The Bottleneck: Optimizing ML Thresholds

While seemingly simple, selecting the right threshold is profoundly impactful and deceptively difficult, especially in high-stakes real-world applications like financial services.

1) Diverse Customer Cohorts (Subrules): Our customer base isn't monolithic. We serve individuals, businesses, and different geographic regions, each with unique risk profiles and regulatory obligations. A "one-size-fits-all" threshold often leads to sub-optimal outcomes. This necessitates different thresholds for different customer segments, which we refer to as "subrules."


This diagram illustrates how incoming transfers are processed by a fraud engine and then distributed into various customer cohorts (A, B, C, D, E). Each customer cohort is shown with a distinct numerical value (e.g., 0.7, 0.55), representing the specific threshold applied to that cohort. This highlights the necessity of having diverse, segment-specific thresholds to cater to the unique risk profiles and requirements of different customer groups.

2) Interdependent and Complex Constraints: It's not enough to optimize for each subrule independently. We face a web of interconnected constraints:

  • Global Constraints: For instance, maximum fraud rates required to operate in a specific region or a global limit on the number of transactions that can be held for scrutiny.

  • Local (Cohort-Specific) Constraints: Regulatory requirements might dictate that for customers in a specific country, the false positive rate for a particular model must be below a certain percentage, or a minimum recall rate (percentage of actual fraud caught) must be maintained for high-risk cohorts.

  • Business Objectives: Beyond regulation, different business objectives might apply. For one cohort, minimizing false negatives (risk of potential fraud) might be paramount, while for another, minimizing false positives (risk of disrupting legitimate transactions) could be the priority due to customer experience considerations.


3) Combinatorial Explosion: Imagine having 20 customer cohorts for a given model, and for each customer cohort hundreds of potential threshold values to select from. Manually exploring all combinations to find the set of thresholds that satisfies all global and local constraints, while optimizing for an overall business objective, is a monumental task. This quickly becomes mathematically intractable; with n = 400 thresholds across k = 20 cohorts, the search spaceconsists of nk combinations, approximately 40020 – a number roughly equivalent to the estimated number of atoms on Earth. Manually evaluating this many options is just too difficult. 

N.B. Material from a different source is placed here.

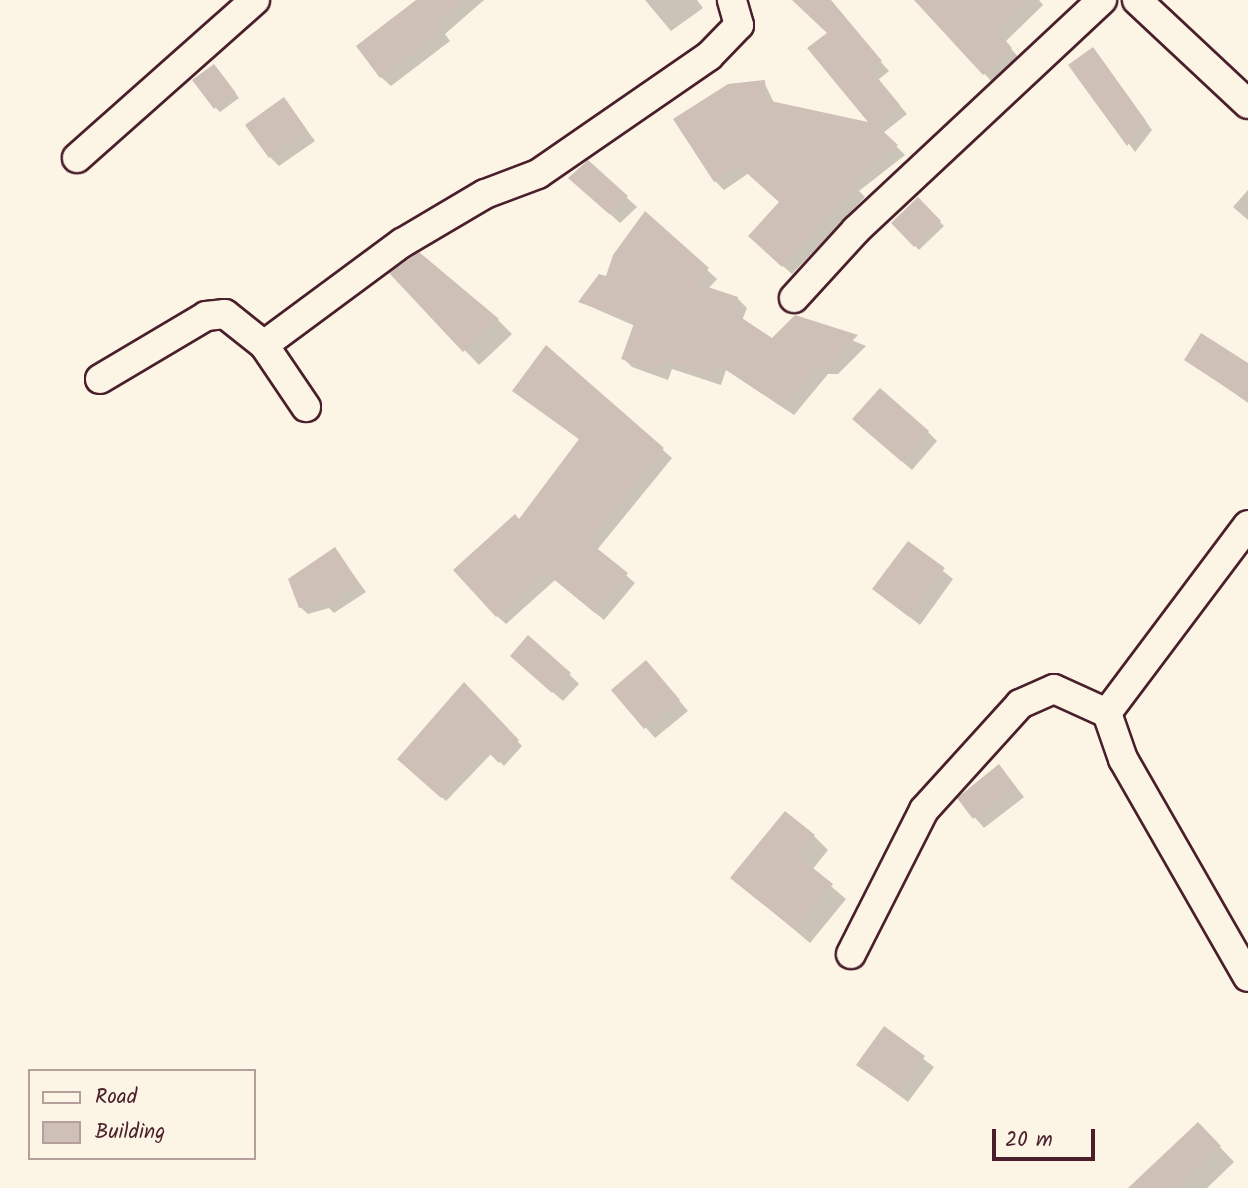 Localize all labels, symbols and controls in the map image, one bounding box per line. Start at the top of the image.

4) Impact on Business and Compliance: The implications of sub-optimal thresh-old management are significant. Slow model refreshes mean models might not adapt quickly to changing fraud patterns or market conditions. Non-compliance with regulations can lead to severe penalties. Most importantly, it can negatively impact customer trust and experience if legitimate transactions are unnecessarily delayedor blocked, or if genuine risks are missed.

This "last mile" problem of ML deployment is a critical bottleneck, hindering the agility and effectiveness of our machine learning systems.

Introducing Threshold UI: Your Co-Pilot for ML Decisions

Threshold UI is a sophisticated Human-in-the-Loop (HITL) system designed to put the power of ML decision-making directly into the hands of those who understand the business context best. It combines invaluable human domain knowledge, business priorities, and regulatory constraints with advanced optimization algorithms to find the best possible solution.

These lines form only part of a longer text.